(Excerpted records begins)

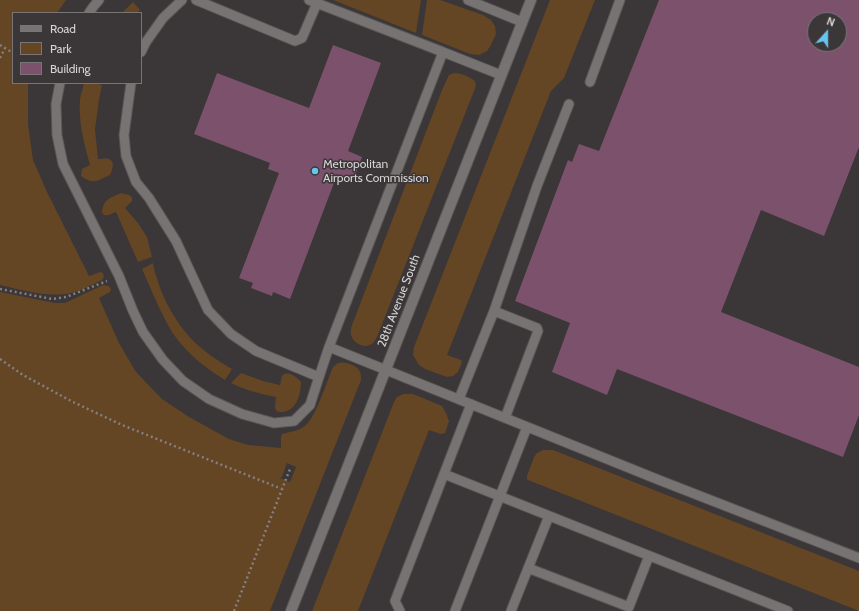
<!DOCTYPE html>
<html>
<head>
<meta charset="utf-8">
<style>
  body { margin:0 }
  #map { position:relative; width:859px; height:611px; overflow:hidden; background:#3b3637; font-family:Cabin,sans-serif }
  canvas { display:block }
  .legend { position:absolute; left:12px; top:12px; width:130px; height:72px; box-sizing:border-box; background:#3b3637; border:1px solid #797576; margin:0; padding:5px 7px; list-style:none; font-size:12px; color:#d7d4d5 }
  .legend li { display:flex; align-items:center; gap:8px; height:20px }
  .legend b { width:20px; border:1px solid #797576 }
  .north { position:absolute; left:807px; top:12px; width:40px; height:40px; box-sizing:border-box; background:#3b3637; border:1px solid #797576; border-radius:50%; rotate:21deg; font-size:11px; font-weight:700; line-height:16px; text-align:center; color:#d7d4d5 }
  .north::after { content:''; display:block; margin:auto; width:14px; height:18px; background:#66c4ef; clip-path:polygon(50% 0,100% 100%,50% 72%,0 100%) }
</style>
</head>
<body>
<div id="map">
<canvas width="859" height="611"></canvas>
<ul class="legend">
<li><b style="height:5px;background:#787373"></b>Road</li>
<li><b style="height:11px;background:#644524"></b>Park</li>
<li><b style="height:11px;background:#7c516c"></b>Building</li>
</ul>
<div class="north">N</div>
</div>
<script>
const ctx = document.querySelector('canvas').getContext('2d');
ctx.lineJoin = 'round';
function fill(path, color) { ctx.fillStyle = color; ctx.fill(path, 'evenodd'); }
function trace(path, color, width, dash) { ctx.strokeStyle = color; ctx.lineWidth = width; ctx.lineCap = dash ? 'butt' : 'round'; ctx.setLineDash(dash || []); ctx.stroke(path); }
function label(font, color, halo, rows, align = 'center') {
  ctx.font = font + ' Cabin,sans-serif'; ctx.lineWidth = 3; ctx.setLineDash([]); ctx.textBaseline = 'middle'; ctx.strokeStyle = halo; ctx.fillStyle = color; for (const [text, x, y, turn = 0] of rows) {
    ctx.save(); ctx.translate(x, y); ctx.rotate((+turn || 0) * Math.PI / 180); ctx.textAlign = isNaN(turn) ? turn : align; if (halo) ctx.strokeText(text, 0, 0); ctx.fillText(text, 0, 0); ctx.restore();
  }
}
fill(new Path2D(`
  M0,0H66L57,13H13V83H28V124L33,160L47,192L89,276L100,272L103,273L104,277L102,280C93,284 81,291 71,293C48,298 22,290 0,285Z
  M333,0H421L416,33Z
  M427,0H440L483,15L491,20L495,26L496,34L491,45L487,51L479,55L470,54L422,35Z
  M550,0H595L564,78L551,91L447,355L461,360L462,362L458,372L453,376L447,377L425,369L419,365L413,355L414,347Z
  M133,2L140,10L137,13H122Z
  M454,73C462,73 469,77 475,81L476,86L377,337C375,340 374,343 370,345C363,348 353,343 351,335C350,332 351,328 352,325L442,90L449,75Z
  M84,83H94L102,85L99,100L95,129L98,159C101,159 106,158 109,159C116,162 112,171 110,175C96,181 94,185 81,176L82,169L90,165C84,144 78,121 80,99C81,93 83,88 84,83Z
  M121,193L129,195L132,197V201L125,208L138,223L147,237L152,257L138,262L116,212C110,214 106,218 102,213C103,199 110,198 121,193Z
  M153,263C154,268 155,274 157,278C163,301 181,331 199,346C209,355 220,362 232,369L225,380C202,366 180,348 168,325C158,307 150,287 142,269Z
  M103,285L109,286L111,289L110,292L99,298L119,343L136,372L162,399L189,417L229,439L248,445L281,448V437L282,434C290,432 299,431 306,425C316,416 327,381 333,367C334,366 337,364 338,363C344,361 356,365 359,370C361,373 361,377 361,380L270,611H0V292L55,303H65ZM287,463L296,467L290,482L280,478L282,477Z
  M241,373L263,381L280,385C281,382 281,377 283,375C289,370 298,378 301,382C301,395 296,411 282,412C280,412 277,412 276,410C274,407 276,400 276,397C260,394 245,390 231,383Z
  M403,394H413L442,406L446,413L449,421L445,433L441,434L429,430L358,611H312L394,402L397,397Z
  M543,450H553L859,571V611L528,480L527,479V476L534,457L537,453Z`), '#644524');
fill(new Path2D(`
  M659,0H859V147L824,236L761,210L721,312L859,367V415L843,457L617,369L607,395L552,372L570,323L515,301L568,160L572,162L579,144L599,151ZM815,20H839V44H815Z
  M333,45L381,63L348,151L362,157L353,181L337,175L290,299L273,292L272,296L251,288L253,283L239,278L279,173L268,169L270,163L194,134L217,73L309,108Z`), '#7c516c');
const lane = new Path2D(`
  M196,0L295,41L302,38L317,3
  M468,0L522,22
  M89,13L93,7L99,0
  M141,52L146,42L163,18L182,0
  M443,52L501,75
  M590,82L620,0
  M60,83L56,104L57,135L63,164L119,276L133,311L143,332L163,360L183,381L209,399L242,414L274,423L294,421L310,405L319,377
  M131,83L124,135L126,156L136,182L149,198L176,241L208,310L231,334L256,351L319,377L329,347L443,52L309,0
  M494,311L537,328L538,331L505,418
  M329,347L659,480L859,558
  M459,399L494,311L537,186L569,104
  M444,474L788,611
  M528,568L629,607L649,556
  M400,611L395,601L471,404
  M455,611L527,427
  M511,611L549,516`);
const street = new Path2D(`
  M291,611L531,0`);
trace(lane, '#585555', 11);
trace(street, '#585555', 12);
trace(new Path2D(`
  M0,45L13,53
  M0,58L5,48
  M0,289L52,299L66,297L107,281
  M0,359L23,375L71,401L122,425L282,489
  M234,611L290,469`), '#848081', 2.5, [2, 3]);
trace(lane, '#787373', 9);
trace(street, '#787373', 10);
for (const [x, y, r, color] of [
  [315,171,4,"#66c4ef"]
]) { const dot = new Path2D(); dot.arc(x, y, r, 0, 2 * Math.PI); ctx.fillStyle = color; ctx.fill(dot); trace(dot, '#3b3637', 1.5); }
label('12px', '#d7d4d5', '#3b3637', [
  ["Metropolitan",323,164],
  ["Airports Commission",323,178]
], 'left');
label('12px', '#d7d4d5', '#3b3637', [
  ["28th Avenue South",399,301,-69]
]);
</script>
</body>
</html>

(Excerpted records ends)
(Excerpted records begins)

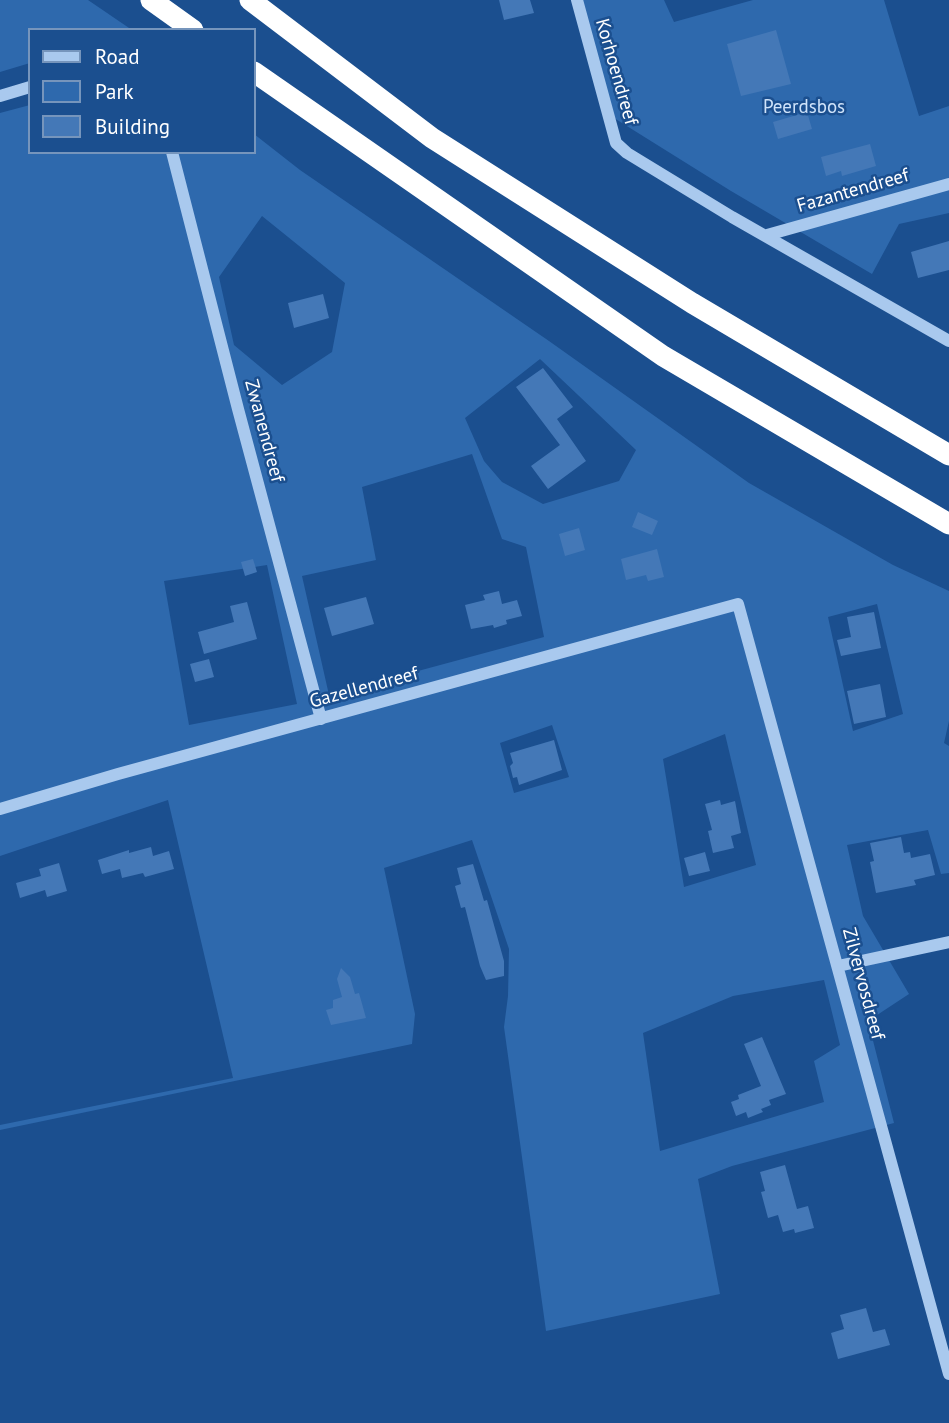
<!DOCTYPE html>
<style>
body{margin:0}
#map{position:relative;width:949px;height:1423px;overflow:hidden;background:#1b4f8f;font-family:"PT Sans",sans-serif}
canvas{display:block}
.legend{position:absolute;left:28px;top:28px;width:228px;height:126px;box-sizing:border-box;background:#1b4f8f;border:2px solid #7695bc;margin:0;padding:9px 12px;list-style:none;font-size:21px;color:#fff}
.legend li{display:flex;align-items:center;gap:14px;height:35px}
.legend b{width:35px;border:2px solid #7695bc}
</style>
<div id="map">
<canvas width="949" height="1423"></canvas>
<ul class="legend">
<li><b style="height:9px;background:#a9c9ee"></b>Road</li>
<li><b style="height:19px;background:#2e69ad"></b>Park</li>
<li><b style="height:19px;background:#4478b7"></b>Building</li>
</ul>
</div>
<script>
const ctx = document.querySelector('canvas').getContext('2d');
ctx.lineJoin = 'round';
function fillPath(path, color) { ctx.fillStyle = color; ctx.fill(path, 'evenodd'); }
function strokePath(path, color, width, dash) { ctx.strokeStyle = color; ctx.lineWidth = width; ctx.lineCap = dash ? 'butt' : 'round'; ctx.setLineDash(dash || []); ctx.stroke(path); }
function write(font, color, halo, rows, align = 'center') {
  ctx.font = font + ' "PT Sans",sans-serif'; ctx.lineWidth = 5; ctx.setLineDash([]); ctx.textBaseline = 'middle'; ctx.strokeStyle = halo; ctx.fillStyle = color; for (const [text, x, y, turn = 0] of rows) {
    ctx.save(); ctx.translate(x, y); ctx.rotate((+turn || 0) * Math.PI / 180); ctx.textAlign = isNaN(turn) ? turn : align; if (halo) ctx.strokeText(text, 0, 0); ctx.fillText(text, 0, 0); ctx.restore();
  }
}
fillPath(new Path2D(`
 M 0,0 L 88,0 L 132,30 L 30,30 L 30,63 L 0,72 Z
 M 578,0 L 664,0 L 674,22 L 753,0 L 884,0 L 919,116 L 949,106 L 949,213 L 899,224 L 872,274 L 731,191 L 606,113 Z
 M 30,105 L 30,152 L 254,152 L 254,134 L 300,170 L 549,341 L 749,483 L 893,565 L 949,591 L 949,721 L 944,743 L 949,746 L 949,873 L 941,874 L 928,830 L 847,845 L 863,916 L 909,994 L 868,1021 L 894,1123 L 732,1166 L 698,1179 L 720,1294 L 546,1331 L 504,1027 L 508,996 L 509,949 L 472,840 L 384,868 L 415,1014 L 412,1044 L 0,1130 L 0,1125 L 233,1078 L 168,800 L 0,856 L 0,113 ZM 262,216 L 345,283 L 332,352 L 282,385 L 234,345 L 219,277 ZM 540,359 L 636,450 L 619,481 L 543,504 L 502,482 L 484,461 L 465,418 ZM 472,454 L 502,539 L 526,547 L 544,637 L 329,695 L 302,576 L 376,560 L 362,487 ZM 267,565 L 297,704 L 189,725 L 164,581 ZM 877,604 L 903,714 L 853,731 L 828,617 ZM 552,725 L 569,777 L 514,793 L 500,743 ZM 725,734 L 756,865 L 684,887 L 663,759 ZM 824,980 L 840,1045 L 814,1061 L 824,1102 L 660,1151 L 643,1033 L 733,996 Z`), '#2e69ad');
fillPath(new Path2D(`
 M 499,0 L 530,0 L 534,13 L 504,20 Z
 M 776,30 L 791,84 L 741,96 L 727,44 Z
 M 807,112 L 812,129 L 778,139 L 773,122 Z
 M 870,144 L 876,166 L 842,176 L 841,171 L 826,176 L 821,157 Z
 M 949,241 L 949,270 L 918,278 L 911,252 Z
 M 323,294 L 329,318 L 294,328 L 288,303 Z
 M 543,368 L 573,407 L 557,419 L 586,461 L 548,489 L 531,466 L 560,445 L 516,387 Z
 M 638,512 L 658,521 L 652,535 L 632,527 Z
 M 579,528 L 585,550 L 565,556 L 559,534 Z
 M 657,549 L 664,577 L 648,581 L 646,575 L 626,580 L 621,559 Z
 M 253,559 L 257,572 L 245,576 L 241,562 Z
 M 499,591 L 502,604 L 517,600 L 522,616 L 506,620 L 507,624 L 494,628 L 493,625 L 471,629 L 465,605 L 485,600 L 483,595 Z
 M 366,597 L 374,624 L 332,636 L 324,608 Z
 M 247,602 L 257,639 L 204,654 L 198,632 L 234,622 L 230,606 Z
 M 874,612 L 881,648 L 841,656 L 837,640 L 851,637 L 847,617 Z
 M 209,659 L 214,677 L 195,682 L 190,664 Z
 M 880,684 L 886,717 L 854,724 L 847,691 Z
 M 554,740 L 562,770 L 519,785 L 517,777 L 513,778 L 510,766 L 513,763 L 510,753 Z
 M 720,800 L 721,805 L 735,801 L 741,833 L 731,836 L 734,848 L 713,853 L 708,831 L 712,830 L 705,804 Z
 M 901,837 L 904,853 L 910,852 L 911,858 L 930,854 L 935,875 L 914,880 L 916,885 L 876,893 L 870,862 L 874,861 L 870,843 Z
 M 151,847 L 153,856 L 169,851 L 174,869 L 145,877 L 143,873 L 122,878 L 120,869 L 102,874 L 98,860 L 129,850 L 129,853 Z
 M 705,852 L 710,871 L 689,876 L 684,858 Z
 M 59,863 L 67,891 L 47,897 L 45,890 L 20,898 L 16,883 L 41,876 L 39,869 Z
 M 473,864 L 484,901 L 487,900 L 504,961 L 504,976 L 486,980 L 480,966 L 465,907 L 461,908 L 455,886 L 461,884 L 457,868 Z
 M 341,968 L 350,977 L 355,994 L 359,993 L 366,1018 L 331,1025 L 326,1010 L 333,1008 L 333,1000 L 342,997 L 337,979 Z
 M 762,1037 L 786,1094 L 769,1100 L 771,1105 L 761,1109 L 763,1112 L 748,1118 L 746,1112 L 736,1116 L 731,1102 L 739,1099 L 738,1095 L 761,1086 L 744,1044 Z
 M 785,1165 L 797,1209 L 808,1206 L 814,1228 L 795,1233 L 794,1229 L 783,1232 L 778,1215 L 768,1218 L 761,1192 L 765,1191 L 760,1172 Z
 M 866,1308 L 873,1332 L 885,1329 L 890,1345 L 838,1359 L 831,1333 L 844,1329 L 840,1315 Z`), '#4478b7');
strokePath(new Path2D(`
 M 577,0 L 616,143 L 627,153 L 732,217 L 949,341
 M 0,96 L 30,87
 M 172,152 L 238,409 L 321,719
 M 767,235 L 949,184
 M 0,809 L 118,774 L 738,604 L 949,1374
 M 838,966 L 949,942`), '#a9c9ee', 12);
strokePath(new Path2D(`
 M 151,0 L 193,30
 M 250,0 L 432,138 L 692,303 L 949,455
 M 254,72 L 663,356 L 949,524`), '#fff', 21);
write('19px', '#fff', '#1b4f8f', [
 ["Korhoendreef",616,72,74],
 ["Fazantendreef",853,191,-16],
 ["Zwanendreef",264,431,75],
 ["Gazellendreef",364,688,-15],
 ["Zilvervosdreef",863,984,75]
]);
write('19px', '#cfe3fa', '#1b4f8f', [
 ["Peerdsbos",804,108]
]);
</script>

(Excerpted records ends)

Problem requirements —
Every line from the line containing "function trace(path, color, width, dash)" through the line containing "M241,373L263,381L280,385C281,382 281,377 283,375C289,370" in the records above must be retyped exactly. Leave out the rest.

Response —
function trace(path, color, width, dash) { ctx.strokeStyle = color; ctx.lineWidth = width; ctx.lineCap = dash ? 'butt' : 'round'; ctx.setLineDash(dash || []); ctx.stroke(path); }
function label(font, color, halo, rows, align = 'center') {
  ctx.font = font + ' Cabin,sans-serif'; ctx.lineWidth = 3; ctx.setLineDash([]); ctx.textBaseline = 'middle'; ctx.strokeStyle = halo; ctx.fillStyle = color; for (const [text, x, y, turn = 0] of rows) {
    ctx.save(); ctx.translate(x, y); ctx.rotate((+turn || 0) * Math.PI / 180); ctx.textAlign = isNaN(turn) ? turn : align; if (halo) ctx.strokeText(text, 0, 0); ctx.fillText(text, 0, 0); ctx.restore();
  }
}
fill(new Path2D(`
  M0,0H66L57,13H13V83H28V124L33,160L47,192L89,276L100,272L103,273L104,277L102,280C93,284 81,291 71,293C48,298 22,290 0,285Z
  M333,0H421L416,33Z
  M427,0H440L483,15L491,20L495,26L496,34L491,45L487,51L479,55L470,54L422,35Z
  M550,0H595L564,78L551,91L447,355L461,360L462,362L458,372L453,376L447,377L425,369L419,365L413,355L414,347Z
  M133,2L140,10L137,13H122Z
  M454,73C462,73 469,77 475,81L476,86L377,337C375,340 374,343 370,345C363,348 353,343 351,335C350,332 351,328 352,325L442,90L449,75Z
  M84,83H94L102,85L99,100L95,129L98,159C101,159 106,158 109,159C116,162 112,171 110,175C96,181 94,185 81,176L82,169L90,165C84,144 78,121 80,99C81,93 83,88 84,83Z
  M121,193L129,195L132,197V201L125,208L138,223L147,237L152,257L138,262L116,212C110,214 106,218 102,213C103,199 110,198 121,193Z
  M153,263C154,268 155,274 157,278C163,301 181,331 199,346C209,355 220,362 232,369L225,380C202,366 180,348 168,325C158,307 150,287 142,269Z
  M103,285L109,286L111,289L110,292L99,298L119,343L136,372L162,399L189,417L229,439L248,445L281,448V437L282,434C290,432 299,431 306,425C316,416 327,381 333,367C334,366 337,364 338,363C344,361 356,365 359,370C361,373 361,377 361,380L270,611H0V292L55,303H65ZM287,463L296,467L290,482L280,478L282,477Z
  M241,373L263,381L280,385C281,382 281,377 283,375C289,370 298,378 301,382C301,395 296,411 282,412C280,412 277,412 276,410C274,407 276,400 276,397C260,394 245,390 231,383Z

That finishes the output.